Yes, but do you have a good reason?
> Since ~/.qmail is invoked by qmail-local, is there a concurrency
> issue with the second invocation?
Not at all. Just note that something like 'ps auwx | grep qmail-local
| wc -l' may yield a higher number than the one you set
concurrencylocal to (up to twice, if I get you right).
> Thanks,
>
> John
>
> BTW, the reason for the question is a ~/.qmail containing the line:
>
> |preline /usr/bin/procmail
>
> where ~/.procmailrc uses qmail-local to conditionally deliver a
> message to ~/Maildir. Legal?
Why not use safecat?
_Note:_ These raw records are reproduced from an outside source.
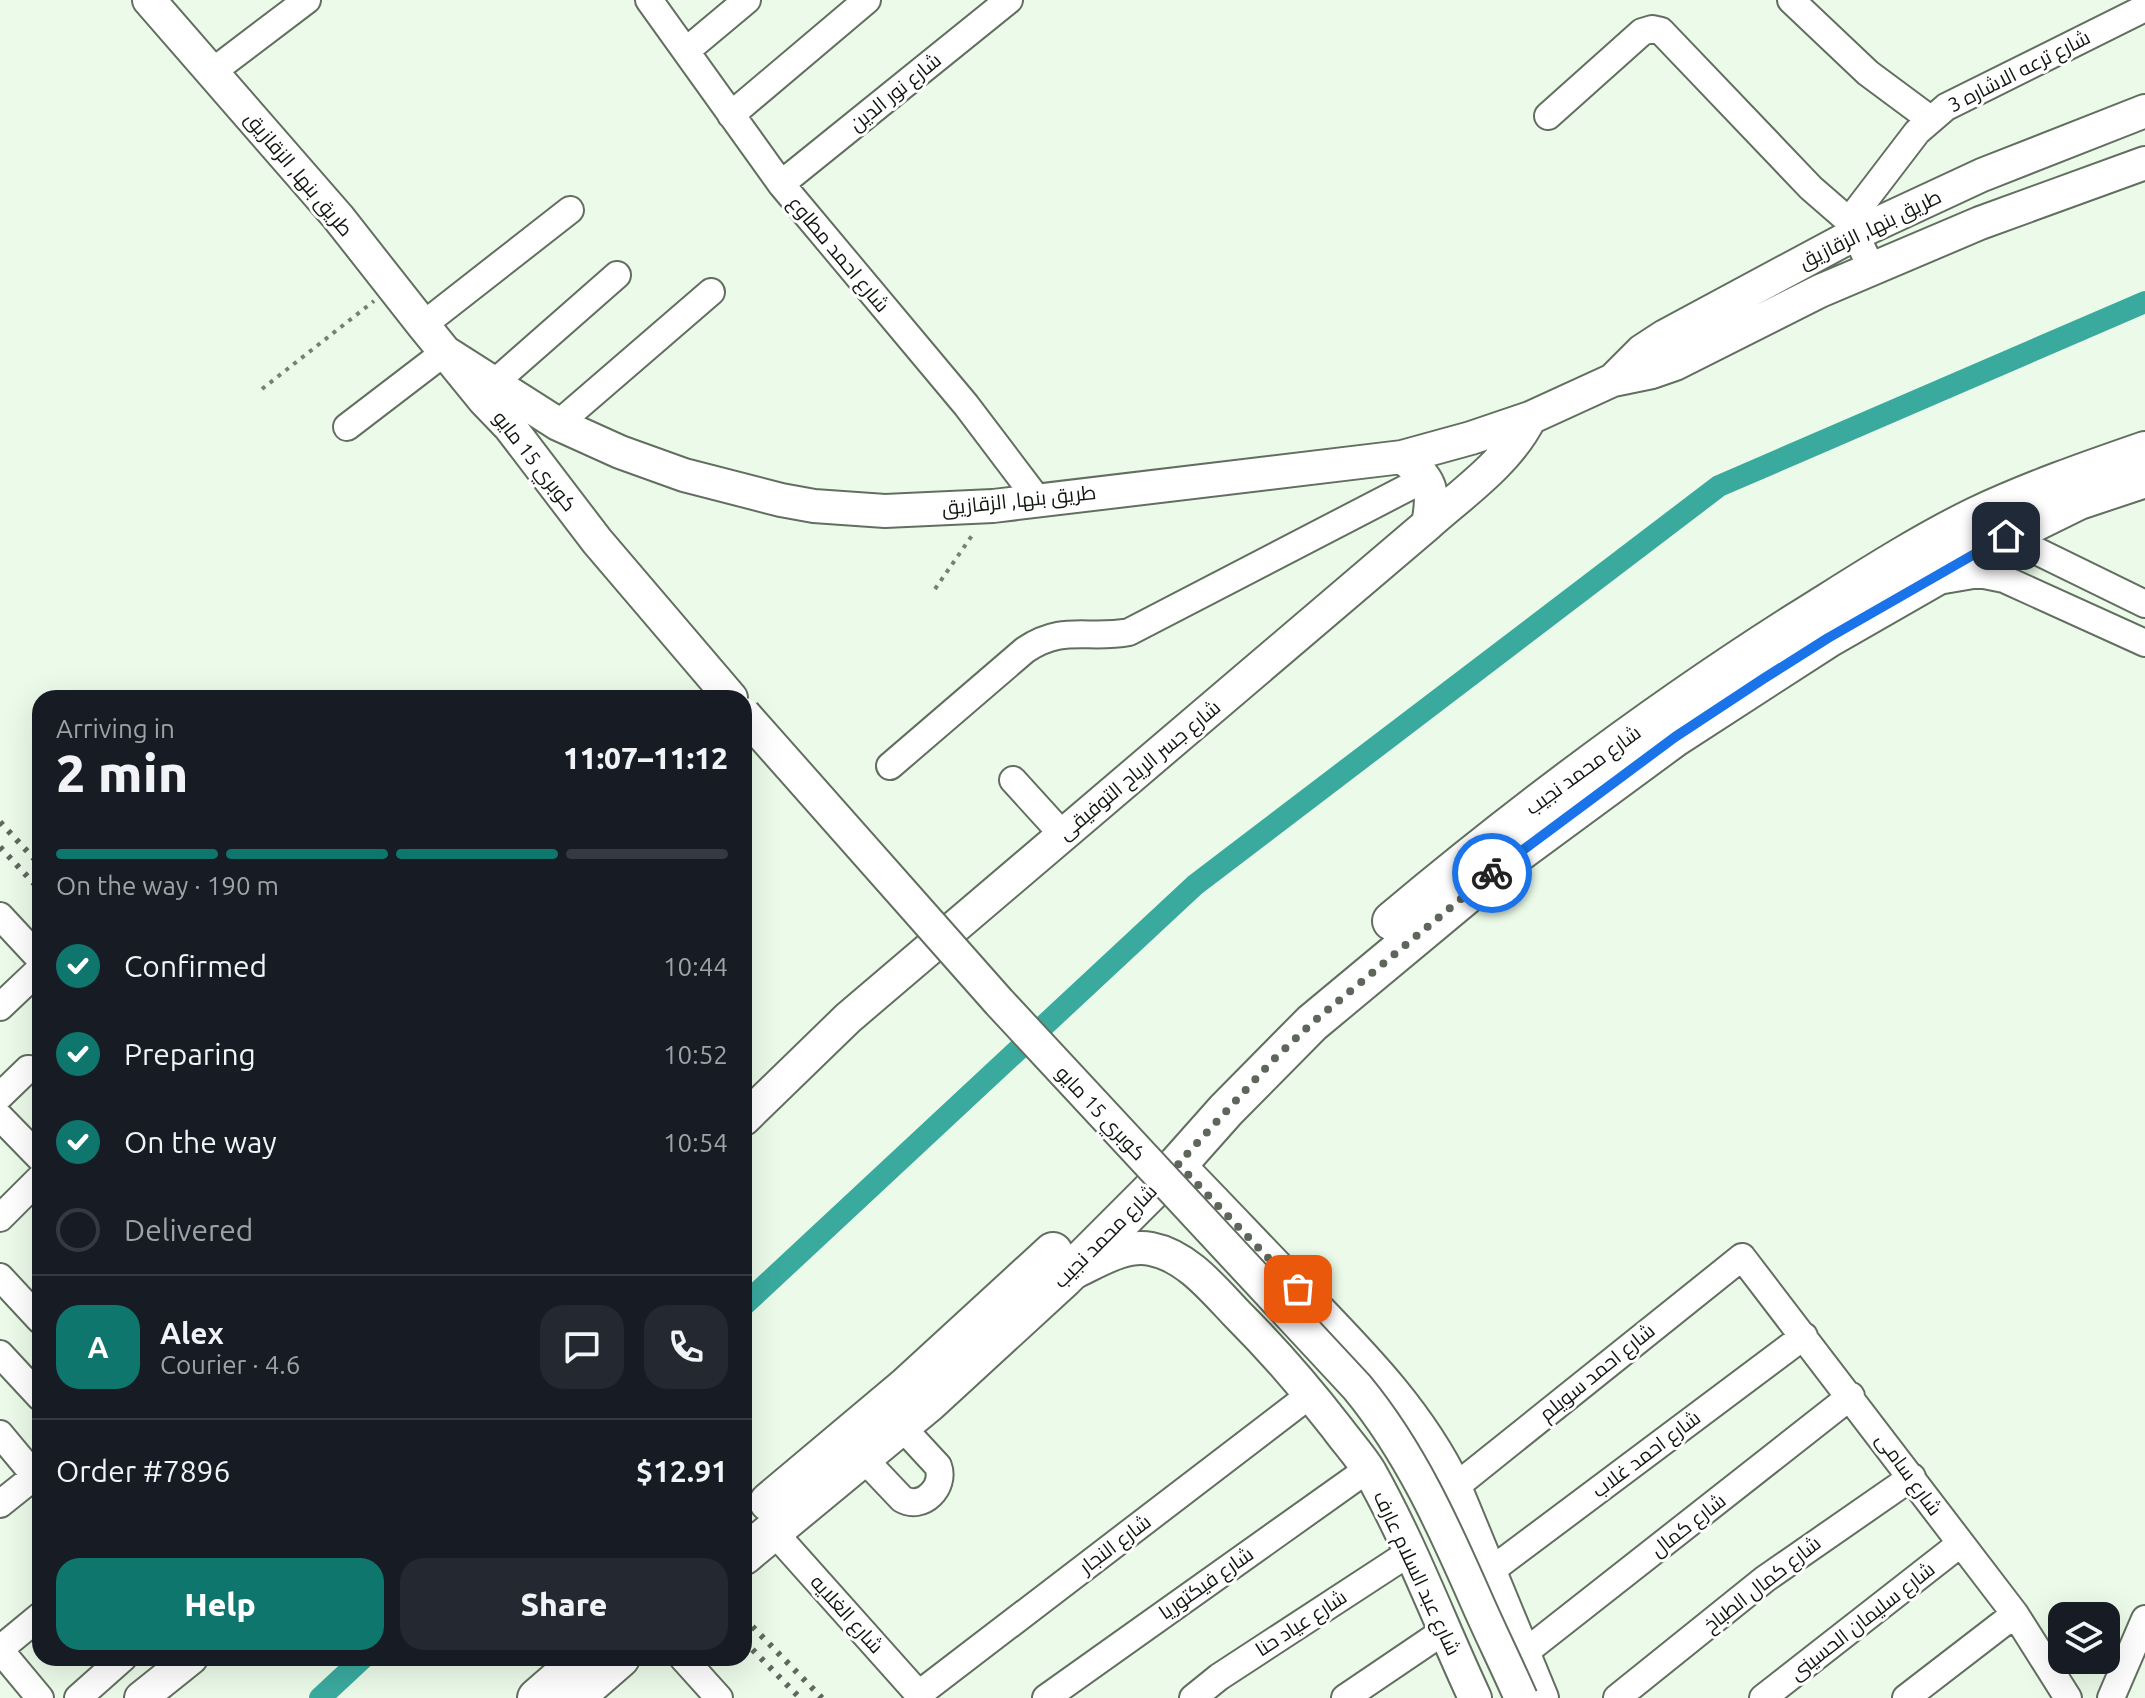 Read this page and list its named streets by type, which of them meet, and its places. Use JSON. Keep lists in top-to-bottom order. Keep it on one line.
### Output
{"streets":{"highway":["شارع محمد نجيب"],"main road":["طريق بنها, الزقازيق","كوبري 15 مايو","شارع جسر الرياح التوفيقى","شارع عبد السلام عارف"],"street":["شارع ترعه الاشاره 3","شارع نور الدين","شارع احمد مطاوع","شارع احمد سويلم","شارع احمد غلاب","شارع سامى","شارع كمال","شارع النجار","شارع فيكتوريا","شارع كمال الطباخ","شارع الغلايه","شارع سليمان الحسينى","شارع عياد حنا"]},"crossings":[["شارع ترعه الاشاره 3","طريق بنها, الزقازيق"],["شارع نور الدين","شارع احمد مطاوع"],["طريق بنها, الزقازيق","شارع احمد مطاوع"],["طريق بنها, الزقازيق","كوبري 15 مايو"],["طريق بنها, الزقازيق","شارع جسر الرياح التوفيقى"],["شارع محمد نجيب","شارع عبد السلام عارف"],["شارع محمد نجيب","شارع الغلايه"],["شارع احمد سويلم","شارع سامى"],["شارع احمد غلاب","شارع سامى"],["شارع سامى","شارع كمال"],["شارع سامى","شارع كمال الطباخ"],["شارع سامى","شارع سليمان الحسينى"],["شارع النجار","شارع عبد السلام عارف"],["شارع النجار","شارع الغلايه"],["شارع عبد السلام عارف","شارع فيكتوريا"],["شارع عبد السلام عارف","شارع عياد حنا"]],"page":{"heading":["2 min","Arriving in","11:07–11:12"],"panel":["Alex","Courier · 4.6","Order #7896","$12.91"],"bar":"On the way · 190 m","list":[["Confirmed","10:44"],["Preparing","10:52"],["On the way","10:54"],"Delivered"],"round":"A","buttons":["Help","Share"]}} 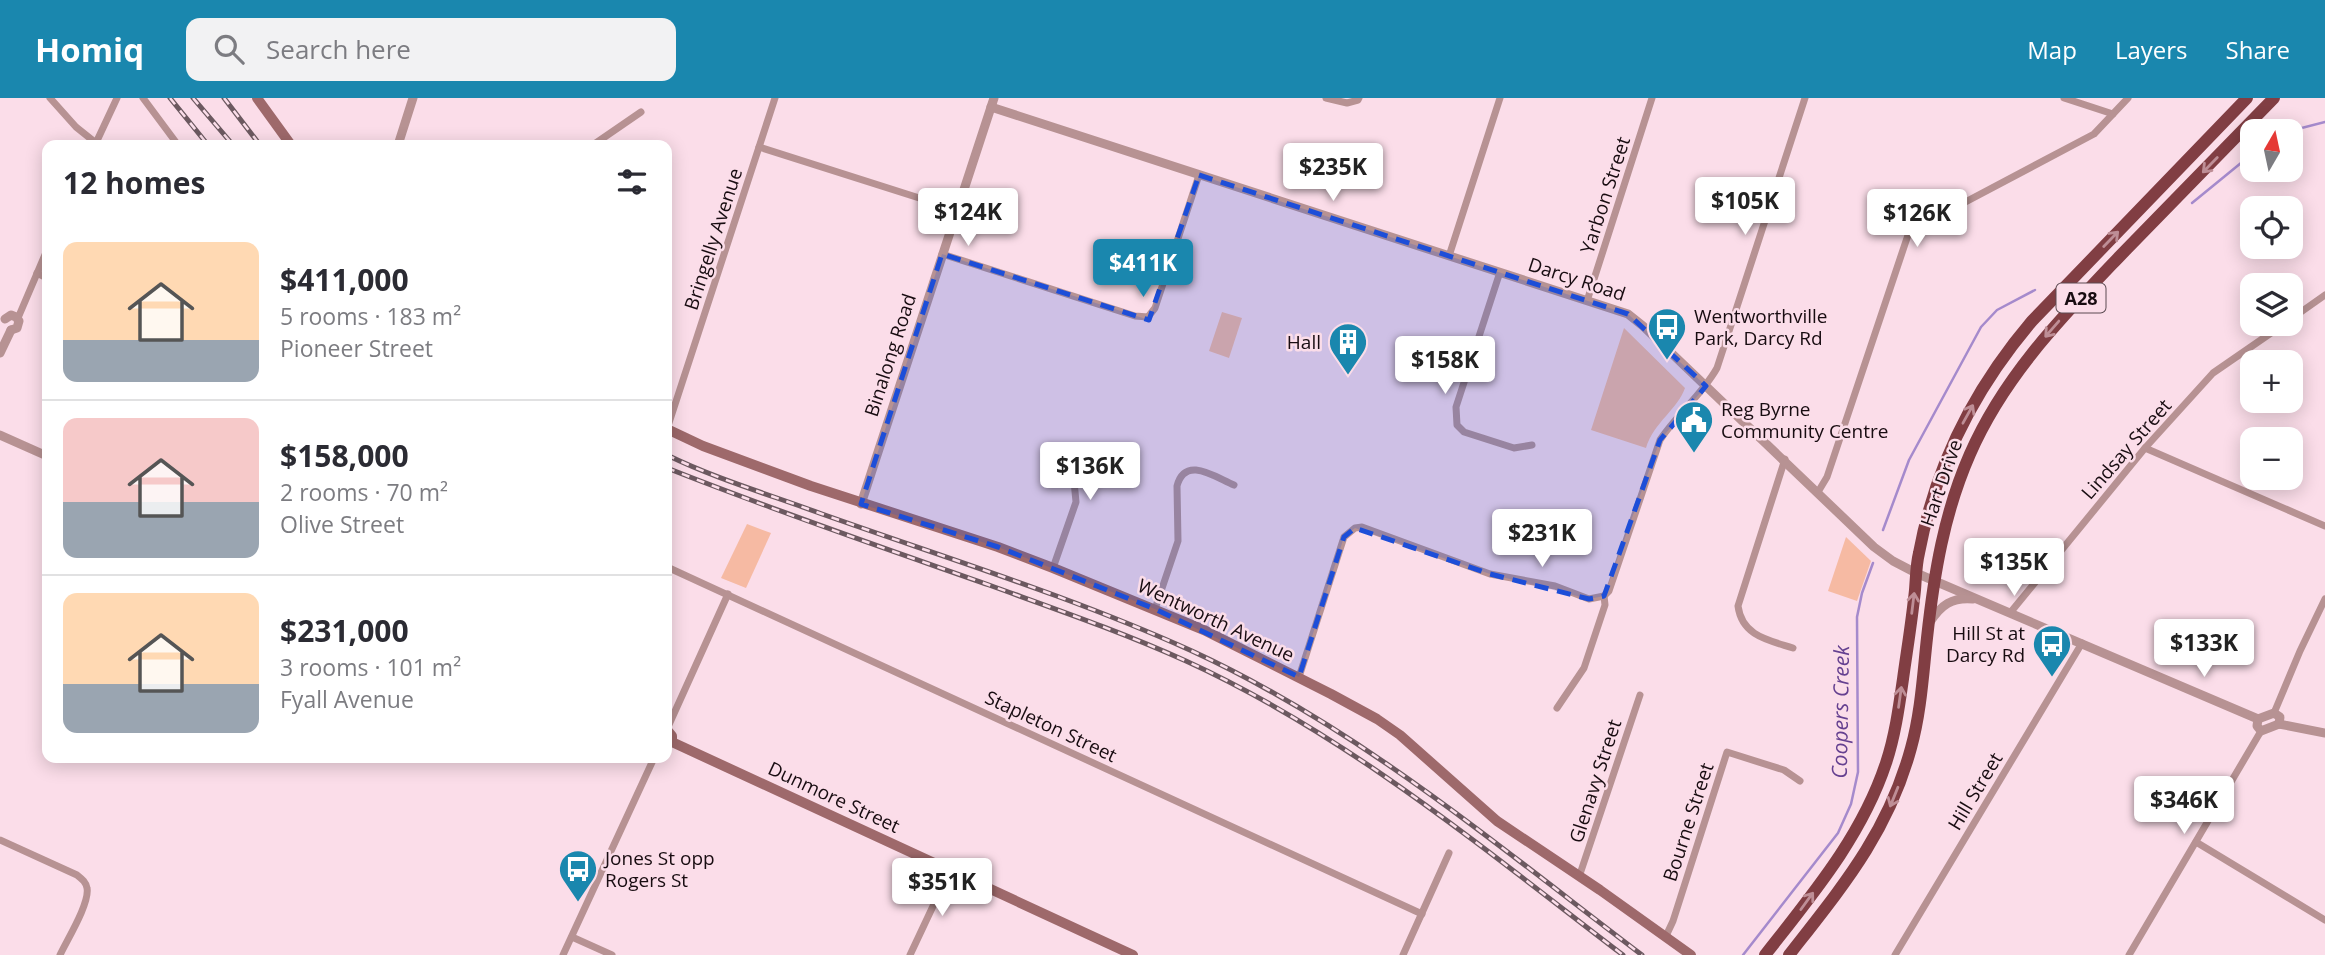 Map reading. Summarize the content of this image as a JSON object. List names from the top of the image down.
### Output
{
  "streets": {
    "highway": ["A28", "Hart Drive"],
    "main road": ["Wentworth Avenue", "Dunmore Street"],
    "street": [
      "Yarbon Street",
      "Bringelly Avenue",
      "Darcy Road",
      "Binalong Road",
      "Lindsay Street",
      "Stapleton Street",
      "Glenavy Street",
      "Hill Street",
      "Bourne Street"
    ]
  },
  "crossings": [
    ["Yarbon Street", "Darcy Road"],
    ["Darcy Road", "Binalong Road"],
    ["Darcy Road", "Lindsay Street"],
    ["Darcy Road", "Hart Drive"],
    ["Darcy Road", "Hill Street"],
    ["Binalong Road", "Wentworth Avenue"],
    ["Wentworth Avenue", "Glenavy Street"],
    ["Wentworth Avenue", "Bourne Street"]
  ],
  "water": ["Coopers Creek"],
  "places": {
    "bus stop": ["Wentworthville Park, Darcy Rd", "Hill St at Darcy Rd", "Jones St opp Rogers St"],
    "building": ["Hall"],
    "public building": ["Reg Byrne Community Centre"]
  },
  "north": "top",
  "page": {
    "header": "Homiq",
    "search": "Search here",
    "nav": ["Map", "Layers", "Share"],
    "map_buttons": ["+", "−"],
    "heading": "12 homes",
    "price": [
      "$235K",
      "$105K",
      "$124K",
      "$126K",
      "$411K",
      "$158K",
      "$136K",
      "$231K",
      "$135K",
      "$133K",
      "$346K",
      "$351K"
    ],
    "list": [
      {
        "name": "$411,000",
        "note": "5 rooms · 183 m² · Pioneer Street"
      },
      {
        "name": "$158,000",
        "note": "2 rooms · 70 m² · Olive Street"
      },
      {
        "name": "$231,000",
        "note": "3 rooms · 101 m² · Fyall Avenue"
      }
    ]
  }
} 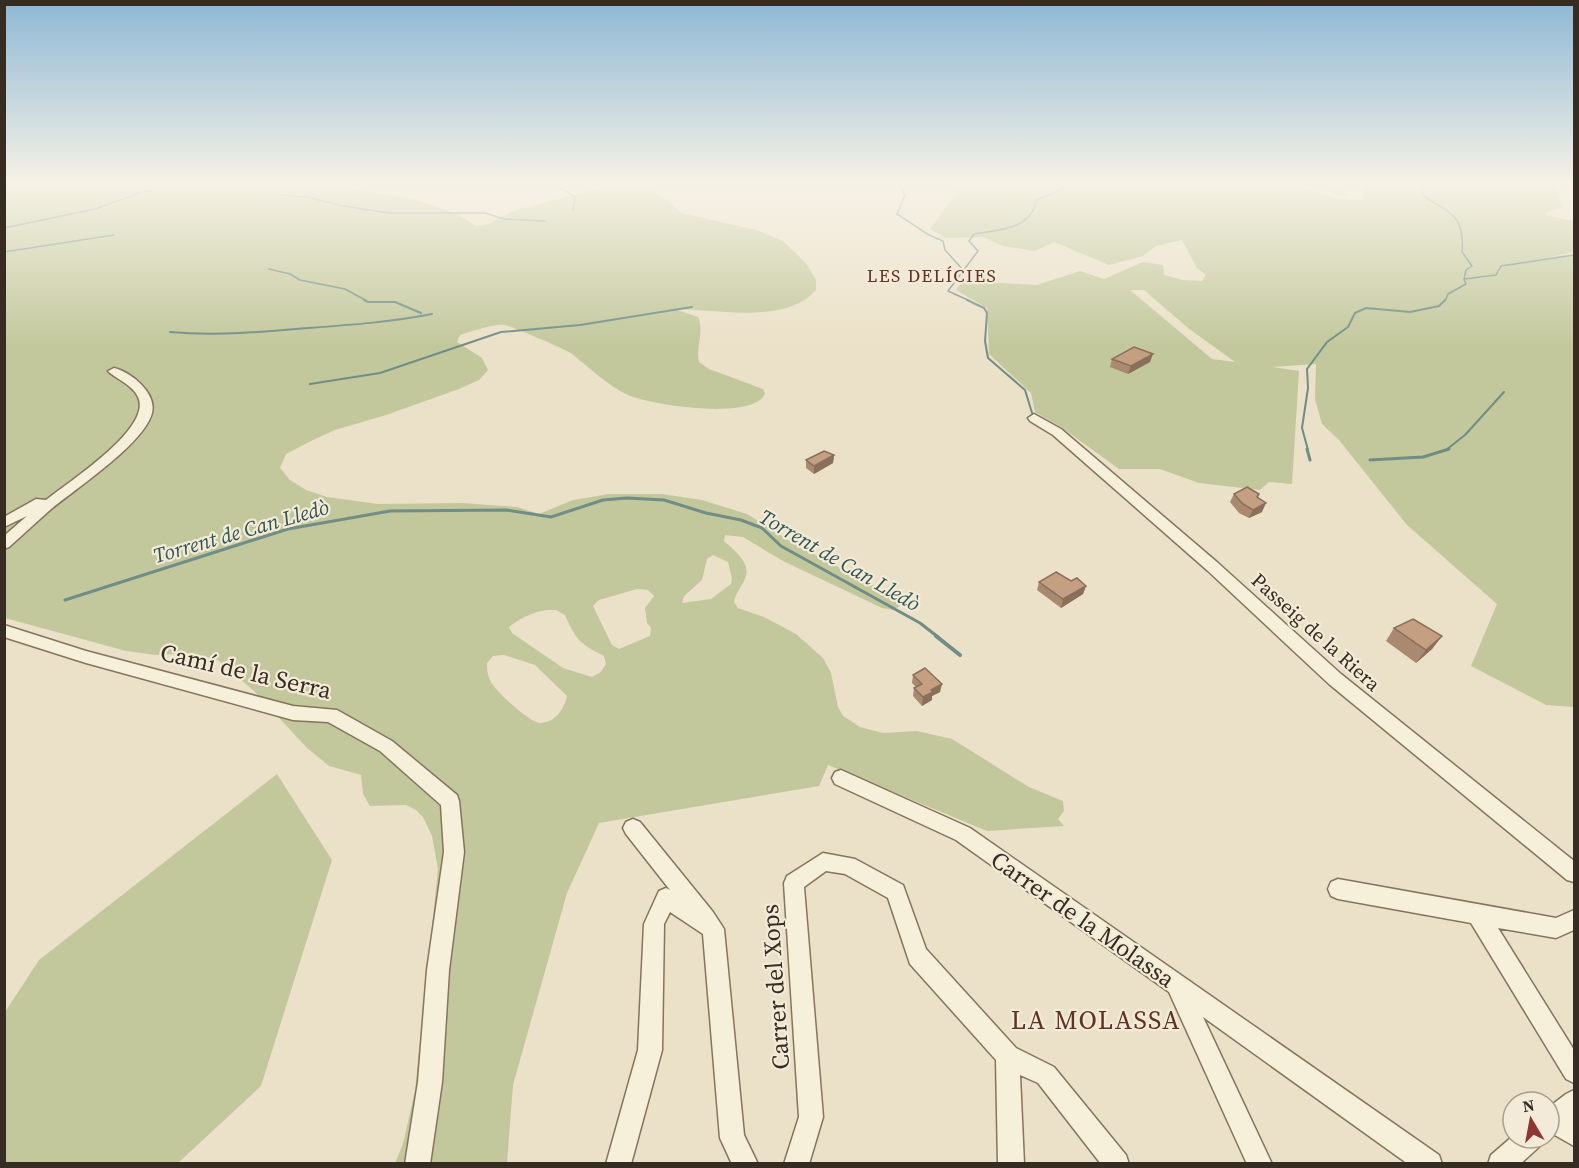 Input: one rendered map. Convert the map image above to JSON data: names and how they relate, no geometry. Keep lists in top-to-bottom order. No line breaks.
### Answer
{"streets":{"street":["Passeig de la Riera","Camí de la Serra","Carrer de la Molassa","Carrer del Xops"]},"districts":["LES DELÍCIES","LA MOLASSA"],"water":["Torrent de Can Lledò"],"north":"top"}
That is the common procedure. procmail has
maildir support too, but it is broken (please take this as a fact, it
has been discussed and agreed, check the archives).
> If looks like, (Re: man qmail-command,) all the variables are carried
> forward for the procmail command to invoke qmail-local for delivery.
Indeed, procmail hardly does any clearing of the environment.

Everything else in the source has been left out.